Remarquons d'ailleurs qu'une fois posée sa propre existence, le sujet humain ne tarde pas à faire preuve d'un égocentrisme radical, dont témoigne l'usage du mot "autrui", en ceci qu'il définit l'autre exclusivement par rapport à soi en le distinguant de soi comme n'étant pas soi. Sous couvert de neutralité, le mot "autrui" véhicule l'idée d'une priorité, et ainsi d'un privilège du "moi" par rapport aux autres : "je" passe avant "l'autre" ! D'ailleurs, pour Jean-Paul Sartre (1905-1980), c'est ce souci premier de soi qui nous condamne au conflit. Sartre met en évidence le fait qu'un sujet fait systématiquement de l'autre un objet, et que, l'autre agissant de même, deux "ego" ne peuvent que s'affronter. Si je veux passer avant les autres, je me heurte nécessairement à eux, car les autres voudront aussi passer avant moi.
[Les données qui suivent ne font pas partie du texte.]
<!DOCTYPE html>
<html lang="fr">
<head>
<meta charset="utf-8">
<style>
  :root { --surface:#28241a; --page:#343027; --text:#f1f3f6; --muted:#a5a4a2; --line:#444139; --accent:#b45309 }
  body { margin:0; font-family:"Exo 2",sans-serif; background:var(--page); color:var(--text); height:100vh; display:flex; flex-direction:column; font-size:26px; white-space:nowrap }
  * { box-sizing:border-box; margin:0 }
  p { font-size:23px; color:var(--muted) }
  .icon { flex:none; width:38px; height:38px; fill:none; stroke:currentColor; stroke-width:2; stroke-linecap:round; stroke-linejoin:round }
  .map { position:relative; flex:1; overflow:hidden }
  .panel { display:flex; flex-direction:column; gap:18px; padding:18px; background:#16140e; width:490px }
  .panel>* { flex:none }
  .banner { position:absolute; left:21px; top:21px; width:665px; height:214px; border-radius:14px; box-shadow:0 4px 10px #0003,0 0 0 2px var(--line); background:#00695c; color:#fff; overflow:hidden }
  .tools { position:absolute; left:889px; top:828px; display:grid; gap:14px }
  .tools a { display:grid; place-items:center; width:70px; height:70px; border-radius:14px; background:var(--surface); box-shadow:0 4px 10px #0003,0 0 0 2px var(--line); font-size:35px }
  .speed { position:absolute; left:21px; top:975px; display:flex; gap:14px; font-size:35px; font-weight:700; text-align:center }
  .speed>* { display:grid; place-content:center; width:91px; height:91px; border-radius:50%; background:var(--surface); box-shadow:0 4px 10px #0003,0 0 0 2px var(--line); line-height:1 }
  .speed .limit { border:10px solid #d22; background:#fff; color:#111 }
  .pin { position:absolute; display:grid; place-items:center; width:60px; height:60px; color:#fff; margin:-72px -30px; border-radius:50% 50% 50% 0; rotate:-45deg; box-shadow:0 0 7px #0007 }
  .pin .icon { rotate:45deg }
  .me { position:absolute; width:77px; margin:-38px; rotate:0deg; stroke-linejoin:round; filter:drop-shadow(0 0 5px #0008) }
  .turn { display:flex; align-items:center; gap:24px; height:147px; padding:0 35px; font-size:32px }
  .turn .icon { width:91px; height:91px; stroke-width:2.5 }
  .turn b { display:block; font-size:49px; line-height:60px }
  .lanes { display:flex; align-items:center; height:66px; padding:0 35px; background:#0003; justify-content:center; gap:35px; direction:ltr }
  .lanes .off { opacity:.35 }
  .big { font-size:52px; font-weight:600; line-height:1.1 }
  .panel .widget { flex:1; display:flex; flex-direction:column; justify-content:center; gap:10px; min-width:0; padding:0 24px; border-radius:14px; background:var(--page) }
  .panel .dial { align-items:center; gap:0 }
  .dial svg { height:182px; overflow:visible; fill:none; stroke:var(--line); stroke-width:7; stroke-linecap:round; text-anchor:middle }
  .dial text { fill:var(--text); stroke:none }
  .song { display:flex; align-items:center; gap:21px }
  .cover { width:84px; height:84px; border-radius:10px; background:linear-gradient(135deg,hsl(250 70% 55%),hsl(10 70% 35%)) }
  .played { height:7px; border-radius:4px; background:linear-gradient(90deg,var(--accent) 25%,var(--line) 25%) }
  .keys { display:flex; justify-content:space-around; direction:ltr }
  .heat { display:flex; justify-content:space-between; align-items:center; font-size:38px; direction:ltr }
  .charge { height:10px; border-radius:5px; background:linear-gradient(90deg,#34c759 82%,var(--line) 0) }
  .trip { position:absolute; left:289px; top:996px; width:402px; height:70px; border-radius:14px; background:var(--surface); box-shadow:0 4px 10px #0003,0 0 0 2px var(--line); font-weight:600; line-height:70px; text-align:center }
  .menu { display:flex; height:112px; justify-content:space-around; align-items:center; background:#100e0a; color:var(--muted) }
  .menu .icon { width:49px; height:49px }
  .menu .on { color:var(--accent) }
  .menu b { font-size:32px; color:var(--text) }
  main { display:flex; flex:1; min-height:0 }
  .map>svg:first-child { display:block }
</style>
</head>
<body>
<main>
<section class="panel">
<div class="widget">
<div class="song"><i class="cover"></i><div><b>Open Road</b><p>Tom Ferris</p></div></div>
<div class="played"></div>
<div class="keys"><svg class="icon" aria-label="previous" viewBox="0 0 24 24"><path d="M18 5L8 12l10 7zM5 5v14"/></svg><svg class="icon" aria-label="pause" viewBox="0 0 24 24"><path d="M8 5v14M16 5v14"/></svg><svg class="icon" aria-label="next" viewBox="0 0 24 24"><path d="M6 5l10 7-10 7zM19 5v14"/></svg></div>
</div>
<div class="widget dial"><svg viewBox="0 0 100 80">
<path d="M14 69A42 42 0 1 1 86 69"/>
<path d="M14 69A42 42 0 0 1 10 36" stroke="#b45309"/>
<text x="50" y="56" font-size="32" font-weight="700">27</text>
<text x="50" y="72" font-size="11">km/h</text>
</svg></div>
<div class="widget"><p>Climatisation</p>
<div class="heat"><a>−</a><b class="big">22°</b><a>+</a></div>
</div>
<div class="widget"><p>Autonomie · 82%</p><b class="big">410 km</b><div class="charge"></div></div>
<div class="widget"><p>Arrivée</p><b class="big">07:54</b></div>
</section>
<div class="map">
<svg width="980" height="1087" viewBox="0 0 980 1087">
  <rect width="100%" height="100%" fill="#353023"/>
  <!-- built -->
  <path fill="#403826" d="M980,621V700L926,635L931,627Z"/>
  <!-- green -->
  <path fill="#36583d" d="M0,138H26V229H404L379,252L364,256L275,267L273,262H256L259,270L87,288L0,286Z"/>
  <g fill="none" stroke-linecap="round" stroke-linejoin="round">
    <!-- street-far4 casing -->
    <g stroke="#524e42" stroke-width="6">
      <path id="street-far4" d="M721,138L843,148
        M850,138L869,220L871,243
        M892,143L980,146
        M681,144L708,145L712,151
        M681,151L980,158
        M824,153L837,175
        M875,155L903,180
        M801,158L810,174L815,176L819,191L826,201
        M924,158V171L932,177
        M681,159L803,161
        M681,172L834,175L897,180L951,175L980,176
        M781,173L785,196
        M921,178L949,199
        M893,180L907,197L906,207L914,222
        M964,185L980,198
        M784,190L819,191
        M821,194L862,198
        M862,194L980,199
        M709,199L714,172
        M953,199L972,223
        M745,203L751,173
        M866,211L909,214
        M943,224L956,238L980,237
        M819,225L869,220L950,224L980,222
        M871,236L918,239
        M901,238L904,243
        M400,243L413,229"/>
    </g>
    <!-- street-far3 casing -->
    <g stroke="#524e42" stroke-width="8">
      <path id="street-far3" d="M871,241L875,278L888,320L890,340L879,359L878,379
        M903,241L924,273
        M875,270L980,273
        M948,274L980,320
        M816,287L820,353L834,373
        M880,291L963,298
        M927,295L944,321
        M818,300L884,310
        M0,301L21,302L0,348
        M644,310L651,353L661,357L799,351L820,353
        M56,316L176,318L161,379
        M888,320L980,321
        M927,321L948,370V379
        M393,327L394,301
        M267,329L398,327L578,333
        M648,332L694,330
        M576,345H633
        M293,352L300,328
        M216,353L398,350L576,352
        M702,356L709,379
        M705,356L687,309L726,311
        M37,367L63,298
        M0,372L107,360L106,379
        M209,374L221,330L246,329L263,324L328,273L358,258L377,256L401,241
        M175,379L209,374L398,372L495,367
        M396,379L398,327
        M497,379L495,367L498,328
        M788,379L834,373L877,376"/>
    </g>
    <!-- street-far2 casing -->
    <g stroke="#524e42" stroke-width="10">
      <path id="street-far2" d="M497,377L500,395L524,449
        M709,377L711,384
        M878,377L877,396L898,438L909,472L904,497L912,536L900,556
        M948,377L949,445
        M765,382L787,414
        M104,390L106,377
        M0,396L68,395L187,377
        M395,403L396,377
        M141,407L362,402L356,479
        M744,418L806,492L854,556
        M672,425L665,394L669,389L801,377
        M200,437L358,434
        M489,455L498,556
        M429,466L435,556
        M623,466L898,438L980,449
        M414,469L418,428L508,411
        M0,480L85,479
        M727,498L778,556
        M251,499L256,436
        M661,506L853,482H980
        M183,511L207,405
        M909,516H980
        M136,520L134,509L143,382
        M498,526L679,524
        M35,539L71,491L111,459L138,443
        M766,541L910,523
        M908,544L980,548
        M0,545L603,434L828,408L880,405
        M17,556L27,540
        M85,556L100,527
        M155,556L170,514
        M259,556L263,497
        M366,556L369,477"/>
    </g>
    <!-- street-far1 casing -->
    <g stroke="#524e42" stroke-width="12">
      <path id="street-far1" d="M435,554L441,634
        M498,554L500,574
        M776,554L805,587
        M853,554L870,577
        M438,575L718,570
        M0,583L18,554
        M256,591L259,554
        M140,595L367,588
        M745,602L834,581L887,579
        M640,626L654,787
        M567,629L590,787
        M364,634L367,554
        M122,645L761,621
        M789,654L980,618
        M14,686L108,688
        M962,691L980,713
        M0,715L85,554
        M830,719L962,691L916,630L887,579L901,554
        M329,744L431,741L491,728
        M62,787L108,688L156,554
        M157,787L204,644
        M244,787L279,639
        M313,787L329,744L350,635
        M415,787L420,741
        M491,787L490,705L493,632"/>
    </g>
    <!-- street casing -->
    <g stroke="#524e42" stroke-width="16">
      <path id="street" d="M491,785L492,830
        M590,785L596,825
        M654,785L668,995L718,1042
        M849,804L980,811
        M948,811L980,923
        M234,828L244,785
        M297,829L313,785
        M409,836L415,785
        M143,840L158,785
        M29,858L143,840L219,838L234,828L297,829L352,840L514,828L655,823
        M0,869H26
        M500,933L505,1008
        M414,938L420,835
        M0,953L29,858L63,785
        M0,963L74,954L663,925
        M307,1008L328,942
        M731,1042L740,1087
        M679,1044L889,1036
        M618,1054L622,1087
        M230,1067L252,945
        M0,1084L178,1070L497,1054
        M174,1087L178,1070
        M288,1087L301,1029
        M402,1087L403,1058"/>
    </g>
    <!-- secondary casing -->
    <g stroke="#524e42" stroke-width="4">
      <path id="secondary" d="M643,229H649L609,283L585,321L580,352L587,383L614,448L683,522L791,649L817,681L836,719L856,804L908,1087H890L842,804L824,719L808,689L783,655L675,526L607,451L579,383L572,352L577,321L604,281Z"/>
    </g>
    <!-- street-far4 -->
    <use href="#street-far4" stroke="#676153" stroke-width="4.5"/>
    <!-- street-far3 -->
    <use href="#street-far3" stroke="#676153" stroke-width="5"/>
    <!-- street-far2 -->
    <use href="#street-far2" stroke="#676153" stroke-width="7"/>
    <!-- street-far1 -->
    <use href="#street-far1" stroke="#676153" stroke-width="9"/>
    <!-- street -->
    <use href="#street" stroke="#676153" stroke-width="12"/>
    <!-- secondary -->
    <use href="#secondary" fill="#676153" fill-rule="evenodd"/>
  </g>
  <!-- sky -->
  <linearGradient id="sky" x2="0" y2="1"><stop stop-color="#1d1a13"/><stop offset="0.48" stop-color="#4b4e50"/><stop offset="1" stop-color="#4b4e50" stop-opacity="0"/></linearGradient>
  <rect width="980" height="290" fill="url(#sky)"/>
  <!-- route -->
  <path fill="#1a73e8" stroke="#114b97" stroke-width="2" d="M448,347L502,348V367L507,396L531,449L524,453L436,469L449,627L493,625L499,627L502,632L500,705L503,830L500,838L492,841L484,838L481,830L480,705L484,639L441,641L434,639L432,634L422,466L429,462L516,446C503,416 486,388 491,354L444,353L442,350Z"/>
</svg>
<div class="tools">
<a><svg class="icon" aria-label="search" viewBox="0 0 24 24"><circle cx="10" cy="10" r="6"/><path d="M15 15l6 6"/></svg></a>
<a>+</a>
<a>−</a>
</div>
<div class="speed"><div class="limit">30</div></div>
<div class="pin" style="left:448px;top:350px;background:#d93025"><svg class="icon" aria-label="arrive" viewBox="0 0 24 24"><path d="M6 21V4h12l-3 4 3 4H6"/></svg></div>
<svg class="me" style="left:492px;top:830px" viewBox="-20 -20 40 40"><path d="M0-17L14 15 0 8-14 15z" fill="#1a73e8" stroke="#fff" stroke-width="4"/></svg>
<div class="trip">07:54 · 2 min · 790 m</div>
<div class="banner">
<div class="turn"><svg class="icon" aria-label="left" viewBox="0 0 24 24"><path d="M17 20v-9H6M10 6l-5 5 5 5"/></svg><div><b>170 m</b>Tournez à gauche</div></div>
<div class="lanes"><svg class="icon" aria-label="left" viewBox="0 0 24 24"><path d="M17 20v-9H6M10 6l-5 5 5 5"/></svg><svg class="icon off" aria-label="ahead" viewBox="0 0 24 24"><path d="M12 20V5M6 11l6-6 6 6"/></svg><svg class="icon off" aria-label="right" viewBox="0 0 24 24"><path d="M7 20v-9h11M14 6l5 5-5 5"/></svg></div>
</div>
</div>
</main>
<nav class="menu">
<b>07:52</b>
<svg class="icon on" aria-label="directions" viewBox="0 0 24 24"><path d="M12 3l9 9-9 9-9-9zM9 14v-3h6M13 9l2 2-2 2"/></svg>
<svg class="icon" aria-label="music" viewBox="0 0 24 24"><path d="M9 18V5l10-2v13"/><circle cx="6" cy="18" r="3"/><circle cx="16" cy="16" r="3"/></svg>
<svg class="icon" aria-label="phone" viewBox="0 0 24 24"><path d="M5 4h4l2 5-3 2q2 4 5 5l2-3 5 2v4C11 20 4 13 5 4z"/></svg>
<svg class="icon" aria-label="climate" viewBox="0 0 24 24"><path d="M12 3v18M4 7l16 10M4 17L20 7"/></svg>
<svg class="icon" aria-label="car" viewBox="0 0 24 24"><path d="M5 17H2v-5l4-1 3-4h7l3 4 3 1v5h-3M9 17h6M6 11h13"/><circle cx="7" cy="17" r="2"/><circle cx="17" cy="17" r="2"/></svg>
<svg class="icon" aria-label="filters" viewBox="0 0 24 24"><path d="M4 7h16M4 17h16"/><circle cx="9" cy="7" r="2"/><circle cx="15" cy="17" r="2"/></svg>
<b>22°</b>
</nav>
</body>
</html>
Sartre qui apparaît comme étant, en notre siècle, le théoricien le plus affirmé des relations conflictuelles avec les autres, décrit dans Huis-Clos, la nature foncièrement conflictuelle des relations humaines. Pour le philosophe existentialiste, "l'enfer, c'est les autres". Chacun est le bourreau de l'autre, qu'il torture en le soumettant constamment à son jugement, en le condamnant pour ainsi dire à mort du seul fait qu'il le fige dans son essence, et le prive ainsi de son existence. Or, pour répondre au bourreau qui nous "chosifie", la seule issue possible est la riposte. Je vais lui rendre son regard assassin, et dès lors le conflit entre nous est inéluctable ! Sartre en conclut que "l'essence des rapports entre les hommes n'est pas la Communauté, c'est le CONFLIT."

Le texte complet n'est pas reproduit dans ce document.